What Happens When a Medicaid Recipient is Co-Owner on a Bank Account
I recently met with a potential client in his 70s who lives and takes care of his blind and elderly mother (in her 90s). The client was on Medicaid (mother was not a Medicaid recipient). The son has always had less than $2,000.00 in his bank account and needs his Medicaid for access to medical services that he would not otherwise be able to afford.
However, the mother and son had a joint bank account. Earlier in 2017, the bank account was jointly titled in mother and son’s name. More recently, the son had his name removed from the bank accounts (and remained only as a signatory). DCF found out about this and kicked him off. Why?
Danger When Medicaid Recipients Become a Joint Bank Account Holder
This is a well-intentioned mistake made all the time. The intention,like my potential client’s is usually for one person to simply pay bills when the other joint account holder cannot. The potential client was practically screaming,“I was just trying to help my blind mother live! The nurse needs to be paid,her electric bill needs to be paid, she can’t do it herself!!” However, the Florida Medicaid (ESS Policy Manual) section 1640.0301 explains that when an individual joint account holder has unrestricted access to the funds in the account,Medicaid must presume all the funds in the account are owned by the individual (if two or more Medicaid recipients or applicants hold a joint account, Medicaid will divide and assign the funds equally).
So, regardless of the intentions of my potential client, he didn't realize that DCF is required to presume that he had full access to the joint bank accounts with his mother.
But 1640.0302.01 states that DCF, “must allow the [Medicaid recipient]to submit evidence to challenge this presumption.”
How to Prove to Medicaid that Assets in a Joint Bank Account are not the Medicaid Recipient’s
1640.0302.04 of the Florida Medicaid ESS policy manual instructs the joint-account holder how to prove to DCF that the funds belong to someone else(i.e. the other account holder) and should not be counted against the Medicaid recipient. The Medicaid recipient should provide to DCF written statements and corroborating evidence from the bank (or other financial institution):
- The reason for establishing joint ownership of the bank account in question. In my potential client’s case it was because his mother was elderly, frail, blind and incapable of paying bills herself.
- Whose funds were deposited into the account? In this case, the Medicaid recipient’s (MR) mother’s assets and income were placed into the account in question. The MR never put his own income or assets in the account. If he did, he would have the burden of proving which portion of the funds were his, and which portion belong to his mother.

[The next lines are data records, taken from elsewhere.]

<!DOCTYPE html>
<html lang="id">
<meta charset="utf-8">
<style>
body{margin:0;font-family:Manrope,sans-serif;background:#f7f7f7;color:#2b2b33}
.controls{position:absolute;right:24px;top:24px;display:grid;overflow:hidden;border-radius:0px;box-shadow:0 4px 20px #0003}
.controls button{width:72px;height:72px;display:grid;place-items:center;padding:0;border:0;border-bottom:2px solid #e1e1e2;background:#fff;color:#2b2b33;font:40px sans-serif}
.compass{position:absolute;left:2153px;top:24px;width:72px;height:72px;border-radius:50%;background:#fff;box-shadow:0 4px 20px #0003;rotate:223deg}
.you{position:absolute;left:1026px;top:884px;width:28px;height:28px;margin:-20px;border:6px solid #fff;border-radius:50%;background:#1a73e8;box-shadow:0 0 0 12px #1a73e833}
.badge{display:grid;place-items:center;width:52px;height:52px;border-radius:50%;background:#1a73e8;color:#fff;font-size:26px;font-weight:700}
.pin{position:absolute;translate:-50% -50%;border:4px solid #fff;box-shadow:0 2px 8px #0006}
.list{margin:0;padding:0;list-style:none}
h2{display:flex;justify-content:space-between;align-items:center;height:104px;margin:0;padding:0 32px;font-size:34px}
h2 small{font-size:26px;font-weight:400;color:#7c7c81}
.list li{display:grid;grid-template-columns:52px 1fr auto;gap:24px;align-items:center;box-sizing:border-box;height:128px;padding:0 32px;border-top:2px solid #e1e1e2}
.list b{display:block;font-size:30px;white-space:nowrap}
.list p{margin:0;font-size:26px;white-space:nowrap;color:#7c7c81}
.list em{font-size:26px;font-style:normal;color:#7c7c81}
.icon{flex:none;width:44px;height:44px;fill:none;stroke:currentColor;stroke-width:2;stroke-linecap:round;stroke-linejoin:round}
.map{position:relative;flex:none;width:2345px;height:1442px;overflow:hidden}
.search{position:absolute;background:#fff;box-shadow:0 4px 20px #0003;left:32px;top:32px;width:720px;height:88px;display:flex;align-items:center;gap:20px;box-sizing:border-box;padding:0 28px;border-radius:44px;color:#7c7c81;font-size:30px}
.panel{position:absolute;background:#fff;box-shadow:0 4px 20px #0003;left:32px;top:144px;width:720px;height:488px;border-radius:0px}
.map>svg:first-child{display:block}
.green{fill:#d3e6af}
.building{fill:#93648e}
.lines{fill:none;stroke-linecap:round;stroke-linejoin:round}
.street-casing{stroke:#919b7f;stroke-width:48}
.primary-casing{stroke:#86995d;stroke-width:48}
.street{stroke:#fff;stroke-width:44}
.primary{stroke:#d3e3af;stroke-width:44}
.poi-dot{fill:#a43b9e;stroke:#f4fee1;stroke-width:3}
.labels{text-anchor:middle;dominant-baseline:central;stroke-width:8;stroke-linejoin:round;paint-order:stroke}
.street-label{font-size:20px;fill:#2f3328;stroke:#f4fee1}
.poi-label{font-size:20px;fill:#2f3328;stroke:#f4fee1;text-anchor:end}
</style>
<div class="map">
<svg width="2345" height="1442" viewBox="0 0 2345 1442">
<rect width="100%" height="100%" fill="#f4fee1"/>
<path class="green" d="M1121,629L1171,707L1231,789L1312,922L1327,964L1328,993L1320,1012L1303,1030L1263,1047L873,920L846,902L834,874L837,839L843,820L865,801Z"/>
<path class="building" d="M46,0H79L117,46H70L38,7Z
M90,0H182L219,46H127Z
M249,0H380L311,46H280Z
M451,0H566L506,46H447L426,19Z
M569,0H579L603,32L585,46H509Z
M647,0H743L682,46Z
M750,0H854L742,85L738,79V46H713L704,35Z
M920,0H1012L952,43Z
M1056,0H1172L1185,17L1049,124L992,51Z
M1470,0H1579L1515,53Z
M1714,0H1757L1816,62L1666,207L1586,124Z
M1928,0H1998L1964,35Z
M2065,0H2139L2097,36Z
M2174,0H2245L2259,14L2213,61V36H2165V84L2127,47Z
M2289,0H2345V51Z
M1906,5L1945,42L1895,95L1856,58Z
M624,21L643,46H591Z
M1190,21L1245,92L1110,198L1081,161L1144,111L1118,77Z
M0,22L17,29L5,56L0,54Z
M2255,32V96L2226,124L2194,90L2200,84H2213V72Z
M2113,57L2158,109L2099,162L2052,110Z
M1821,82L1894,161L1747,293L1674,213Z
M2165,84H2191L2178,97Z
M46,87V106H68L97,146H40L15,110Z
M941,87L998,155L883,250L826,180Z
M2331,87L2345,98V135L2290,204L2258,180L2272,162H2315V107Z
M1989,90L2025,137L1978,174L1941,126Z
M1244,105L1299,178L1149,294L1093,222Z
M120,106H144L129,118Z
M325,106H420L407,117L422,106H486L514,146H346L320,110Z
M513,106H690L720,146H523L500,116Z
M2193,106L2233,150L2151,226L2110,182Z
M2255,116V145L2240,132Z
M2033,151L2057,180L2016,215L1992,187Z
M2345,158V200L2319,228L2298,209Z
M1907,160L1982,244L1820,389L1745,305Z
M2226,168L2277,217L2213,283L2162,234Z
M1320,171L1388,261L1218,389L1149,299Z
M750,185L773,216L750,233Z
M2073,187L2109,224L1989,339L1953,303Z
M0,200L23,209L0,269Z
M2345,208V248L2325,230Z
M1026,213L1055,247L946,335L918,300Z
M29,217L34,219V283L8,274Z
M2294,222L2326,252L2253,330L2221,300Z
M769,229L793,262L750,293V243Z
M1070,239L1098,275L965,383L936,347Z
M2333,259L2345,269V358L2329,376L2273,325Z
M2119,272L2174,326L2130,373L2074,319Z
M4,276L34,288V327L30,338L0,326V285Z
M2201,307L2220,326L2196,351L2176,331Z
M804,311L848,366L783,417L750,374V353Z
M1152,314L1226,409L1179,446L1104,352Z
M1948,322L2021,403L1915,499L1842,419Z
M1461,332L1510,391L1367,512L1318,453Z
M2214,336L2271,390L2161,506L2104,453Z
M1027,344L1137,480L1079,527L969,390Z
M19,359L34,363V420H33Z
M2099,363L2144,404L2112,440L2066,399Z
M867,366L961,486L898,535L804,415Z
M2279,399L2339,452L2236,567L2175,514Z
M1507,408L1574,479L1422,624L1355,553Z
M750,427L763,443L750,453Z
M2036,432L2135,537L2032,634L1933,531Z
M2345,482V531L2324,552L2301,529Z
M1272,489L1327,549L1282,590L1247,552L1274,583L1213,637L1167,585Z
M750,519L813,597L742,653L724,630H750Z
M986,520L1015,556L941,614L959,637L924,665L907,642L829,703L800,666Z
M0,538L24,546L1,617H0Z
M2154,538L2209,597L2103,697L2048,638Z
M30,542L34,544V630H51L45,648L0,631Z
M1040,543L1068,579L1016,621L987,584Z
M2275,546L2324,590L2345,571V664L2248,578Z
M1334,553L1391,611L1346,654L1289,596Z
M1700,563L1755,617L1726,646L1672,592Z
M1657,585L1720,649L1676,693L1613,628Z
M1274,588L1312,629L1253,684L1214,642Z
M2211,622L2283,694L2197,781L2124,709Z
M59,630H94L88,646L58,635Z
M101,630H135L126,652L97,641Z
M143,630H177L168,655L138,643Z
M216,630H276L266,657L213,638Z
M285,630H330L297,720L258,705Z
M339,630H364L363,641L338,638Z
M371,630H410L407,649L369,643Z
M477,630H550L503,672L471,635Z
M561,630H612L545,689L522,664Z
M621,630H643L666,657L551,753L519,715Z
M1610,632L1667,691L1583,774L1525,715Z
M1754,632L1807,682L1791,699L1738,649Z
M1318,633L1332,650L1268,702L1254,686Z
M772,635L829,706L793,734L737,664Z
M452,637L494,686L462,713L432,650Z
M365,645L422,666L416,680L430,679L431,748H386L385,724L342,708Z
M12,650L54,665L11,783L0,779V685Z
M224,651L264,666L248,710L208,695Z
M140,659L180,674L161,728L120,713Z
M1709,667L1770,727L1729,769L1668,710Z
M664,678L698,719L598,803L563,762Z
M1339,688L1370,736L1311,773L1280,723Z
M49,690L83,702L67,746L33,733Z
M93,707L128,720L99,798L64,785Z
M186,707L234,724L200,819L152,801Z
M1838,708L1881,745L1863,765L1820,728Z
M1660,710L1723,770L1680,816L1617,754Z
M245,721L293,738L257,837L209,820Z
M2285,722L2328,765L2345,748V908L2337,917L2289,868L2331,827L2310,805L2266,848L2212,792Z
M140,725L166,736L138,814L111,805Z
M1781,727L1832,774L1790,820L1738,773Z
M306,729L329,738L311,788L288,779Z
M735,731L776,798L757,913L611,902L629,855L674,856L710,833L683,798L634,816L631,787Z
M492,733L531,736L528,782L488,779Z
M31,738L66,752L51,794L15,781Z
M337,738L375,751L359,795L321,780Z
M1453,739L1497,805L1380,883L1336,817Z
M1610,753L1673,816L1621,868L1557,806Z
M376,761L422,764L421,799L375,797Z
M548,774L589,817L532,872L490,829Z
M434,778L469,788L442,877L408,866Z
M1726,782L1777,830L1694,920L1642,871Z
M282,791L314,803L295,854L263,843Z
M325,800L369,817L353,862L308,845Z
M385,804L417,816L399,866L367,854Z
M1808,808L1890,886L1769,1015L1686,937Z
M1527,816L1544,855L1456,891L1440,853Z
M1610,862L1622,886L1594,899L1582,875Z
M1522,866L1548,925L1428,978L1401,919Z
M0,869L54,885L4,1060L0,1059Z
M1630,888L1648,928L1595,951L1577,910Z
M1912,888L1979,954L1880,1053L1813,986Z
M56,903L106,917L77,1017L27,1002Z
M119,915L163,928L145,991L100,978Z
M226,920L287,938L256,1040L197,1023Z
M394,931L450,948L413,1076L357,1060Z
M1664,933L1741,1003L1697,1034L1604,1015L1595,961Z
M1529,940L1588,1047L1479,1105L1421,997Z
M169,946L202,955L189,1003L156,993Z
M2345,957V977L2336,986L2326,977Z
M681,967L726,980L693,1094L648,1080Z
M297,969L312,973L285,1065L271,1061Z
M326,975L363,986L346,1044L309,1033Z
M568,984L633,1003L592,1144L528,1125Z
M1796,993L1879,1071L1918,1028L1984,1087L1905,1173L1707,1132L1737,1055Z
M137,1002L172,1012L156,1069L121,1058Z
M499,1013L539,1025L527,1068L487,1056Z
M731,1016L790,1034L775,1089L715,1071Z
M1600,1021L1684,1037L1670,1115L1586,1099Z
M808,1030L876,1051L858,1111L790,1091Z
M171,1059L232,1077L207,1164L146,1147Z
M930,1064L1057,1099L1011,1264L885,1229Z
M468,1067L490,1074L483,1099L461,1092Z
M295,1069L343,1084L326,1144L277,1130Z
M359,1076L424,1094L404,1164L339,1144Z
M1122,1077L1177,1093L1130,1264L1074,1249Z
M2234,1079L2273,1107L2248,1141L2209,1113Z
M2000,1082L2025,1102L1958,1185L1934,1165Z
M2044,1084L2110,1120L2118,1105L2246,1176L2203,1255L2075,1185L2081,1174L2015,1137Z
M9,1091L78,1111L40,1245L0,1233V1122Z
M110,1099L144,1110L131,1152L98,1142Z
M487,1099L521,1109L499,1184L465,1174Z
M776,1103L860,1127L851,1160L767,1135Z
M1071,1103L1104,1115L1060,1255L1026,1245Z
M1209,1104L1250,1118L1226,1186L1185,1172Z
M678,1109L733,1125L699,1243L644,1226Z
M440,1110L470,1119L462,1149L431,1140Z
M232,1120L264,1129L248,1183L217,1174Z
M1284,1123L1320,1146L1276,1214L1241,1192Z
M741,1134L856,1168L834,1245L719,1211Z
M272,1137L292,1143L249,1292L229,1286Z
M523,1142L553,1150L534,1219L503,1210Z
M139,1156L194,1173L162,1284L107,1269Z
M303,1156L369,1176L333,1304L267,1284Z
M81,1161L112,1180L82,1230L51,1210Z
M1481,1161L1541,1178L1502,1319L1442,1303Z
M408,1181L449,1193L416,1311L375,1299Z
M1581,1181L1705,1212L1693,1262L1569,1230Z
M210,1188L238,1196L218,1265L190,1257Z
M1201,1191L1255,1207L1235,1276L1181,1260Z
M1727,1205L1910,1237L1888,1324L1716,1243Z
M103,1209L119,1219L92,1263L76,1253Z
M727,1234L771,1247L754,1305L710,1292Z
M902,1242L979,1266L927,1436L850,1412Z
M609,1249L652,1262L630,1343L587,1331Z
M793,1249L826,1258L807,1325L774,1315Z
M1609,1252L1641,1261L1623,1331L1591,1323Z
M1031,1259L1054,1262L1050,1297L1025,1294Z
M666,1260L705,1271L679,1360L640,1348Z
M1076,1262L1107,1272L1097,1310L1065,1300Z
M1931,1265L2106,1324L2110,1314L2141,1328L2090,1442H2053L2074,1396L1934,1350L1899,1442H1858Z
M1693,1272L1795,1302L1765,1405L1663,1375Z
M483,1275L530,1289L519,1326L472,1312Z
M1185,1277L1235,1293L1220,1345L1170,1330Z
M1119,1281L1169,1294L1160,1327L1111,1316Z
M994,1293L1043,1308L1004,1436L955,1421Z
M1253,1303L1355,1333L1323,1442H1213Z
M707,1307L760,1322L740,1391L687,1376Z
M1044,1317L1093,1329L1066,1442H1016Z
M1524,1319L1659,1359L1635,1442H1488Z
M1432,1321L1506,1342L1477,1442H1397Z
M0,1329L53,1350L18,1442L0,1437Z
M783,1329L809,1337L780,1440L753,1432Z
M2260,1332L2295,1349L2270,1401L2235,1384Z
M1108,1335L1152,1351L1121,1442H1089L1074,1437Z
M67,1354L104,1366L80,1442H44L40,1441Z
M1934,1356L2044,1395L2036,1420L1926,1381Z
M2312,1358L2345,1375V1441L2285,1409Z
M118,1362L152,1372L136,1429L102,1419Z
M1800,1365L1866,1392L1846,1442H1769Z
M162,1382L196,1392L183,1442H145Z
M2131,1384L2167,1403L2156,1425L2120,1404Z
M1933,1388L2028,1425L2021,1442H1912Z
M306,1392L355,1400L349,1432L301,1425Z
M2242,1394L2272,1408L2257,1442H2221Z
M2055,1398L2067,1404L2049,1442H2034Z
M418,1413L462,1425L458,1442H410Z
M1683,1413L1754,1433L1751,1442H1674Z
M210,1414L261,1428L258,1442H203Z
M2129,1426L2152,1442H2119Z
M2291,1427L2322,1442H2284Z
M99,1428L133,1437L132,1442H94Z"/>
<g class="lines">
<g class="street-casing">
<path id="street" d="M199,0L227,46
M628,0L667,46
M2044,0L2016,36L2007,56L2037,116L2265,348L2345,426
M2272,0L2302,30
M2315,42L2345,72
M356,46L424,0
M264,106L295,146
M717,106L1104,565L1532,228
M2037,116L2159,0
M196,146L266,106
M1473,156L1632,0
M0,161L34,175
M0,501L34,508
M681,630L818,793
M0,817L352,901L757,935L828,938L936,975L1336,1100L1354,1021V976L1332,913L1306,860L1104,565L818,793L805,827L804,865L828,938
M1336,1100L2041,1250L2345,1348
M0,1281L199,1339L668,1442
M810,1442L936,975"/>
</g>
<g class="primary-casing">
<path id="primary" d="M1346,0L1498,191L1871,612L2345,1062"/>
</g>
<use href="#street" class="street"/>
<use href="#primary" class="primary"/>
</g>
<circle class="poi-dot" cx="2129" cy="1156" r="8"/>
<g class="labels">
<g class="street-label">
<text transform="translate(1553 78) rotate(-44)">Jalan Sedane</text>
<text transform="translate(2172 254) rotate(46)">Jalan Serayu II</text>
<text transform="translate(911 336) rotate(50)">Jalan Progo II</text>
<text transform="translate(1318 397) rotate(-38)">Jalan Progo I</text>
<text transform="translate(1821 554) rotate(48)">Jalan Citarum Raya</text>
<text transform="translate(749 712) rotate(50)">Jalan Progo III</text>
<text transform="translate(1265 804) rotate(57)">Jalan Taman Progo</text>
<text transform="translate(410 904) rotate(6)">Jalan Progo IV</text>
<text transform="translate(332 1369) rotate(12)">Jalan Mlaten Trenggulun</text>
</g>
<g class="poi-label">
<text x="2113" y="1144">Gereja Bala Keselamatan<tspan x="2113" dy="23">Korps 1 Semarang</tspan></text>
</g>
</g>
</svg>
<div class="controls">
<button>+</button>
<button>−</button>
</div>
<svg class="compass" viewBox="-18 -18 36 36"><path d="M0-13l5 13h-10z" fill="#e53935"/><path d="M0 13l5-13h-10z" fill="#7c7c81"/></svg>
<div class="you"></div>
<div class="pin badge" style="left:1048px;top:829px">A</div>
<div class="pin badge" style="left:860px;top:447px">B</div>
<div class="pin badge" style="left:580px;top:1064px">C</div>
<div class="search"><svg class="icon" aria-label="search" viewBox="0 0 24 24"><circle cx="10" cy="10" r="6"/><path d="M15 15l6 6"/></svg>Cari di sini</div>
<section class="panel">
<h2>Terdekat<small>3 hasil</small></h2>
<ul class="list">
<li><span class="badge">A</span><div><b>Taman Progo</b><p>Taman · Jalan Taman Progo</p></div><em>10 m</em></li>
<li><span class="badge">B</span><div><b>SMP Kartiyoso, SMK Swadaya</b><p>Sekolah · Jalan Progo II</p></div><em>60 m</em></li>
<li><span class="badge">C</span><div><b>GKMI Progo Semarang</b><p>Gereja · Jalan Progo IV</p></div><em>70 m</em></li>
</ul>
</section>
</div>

- Who made withdrawals from the account and how withdrawals were spent. In our case, the MR withdrew the funds but only to pay for services and expenses to benefit the MR’s mother (e.g. her home health aide). Usually the checks were made out directly to the mother’s service provider, or to pay her electric/cable bill, etc…
I instructed the MR to print out prior bank statements and copies of checks/bills to match withdrawals with Mom’s bills paid. You want to “connect the dots” as much as possible for the Medicaid examiner or caseworker.
The MR, if possible, should provide a written statement from the joint-bank-account owner explaining their understanding of the arrangement and why the MR is a joint owner. If the other account holder is cognitively impaired and unable to write or attest to such a letter, then obviously this step would be impossible.
1640.0302.05 then states, after proof is received, if the evidence supports the claim that someone other than the Medicaid recipient owns the asset (and do not belong to the Medicaid recipient), that the funds were not used to meet the MR’s needs (i.e. inthe subject case, that the MR did not use any of the money for his own use and benefit, only to pay for items, services bills for his mother alone).
If this can be done successfully, then the MR should remove his name from the account so he no longer has access to the funds, and submit documentation of the original and revised account records showing his name has been removed as joint bank account owner.
The moral of this story is to, avoid having to hire a Medicaid lawyer or going through the hassle of having to prove your case to your Medicaid case worker, make sure that your assets are completely separate. If you, as a Medicaid recipient, need to assist someone with paying their bills - you can still do so through a good power of attorney or being a name attorney in fact on the bank account (but not a co-owner).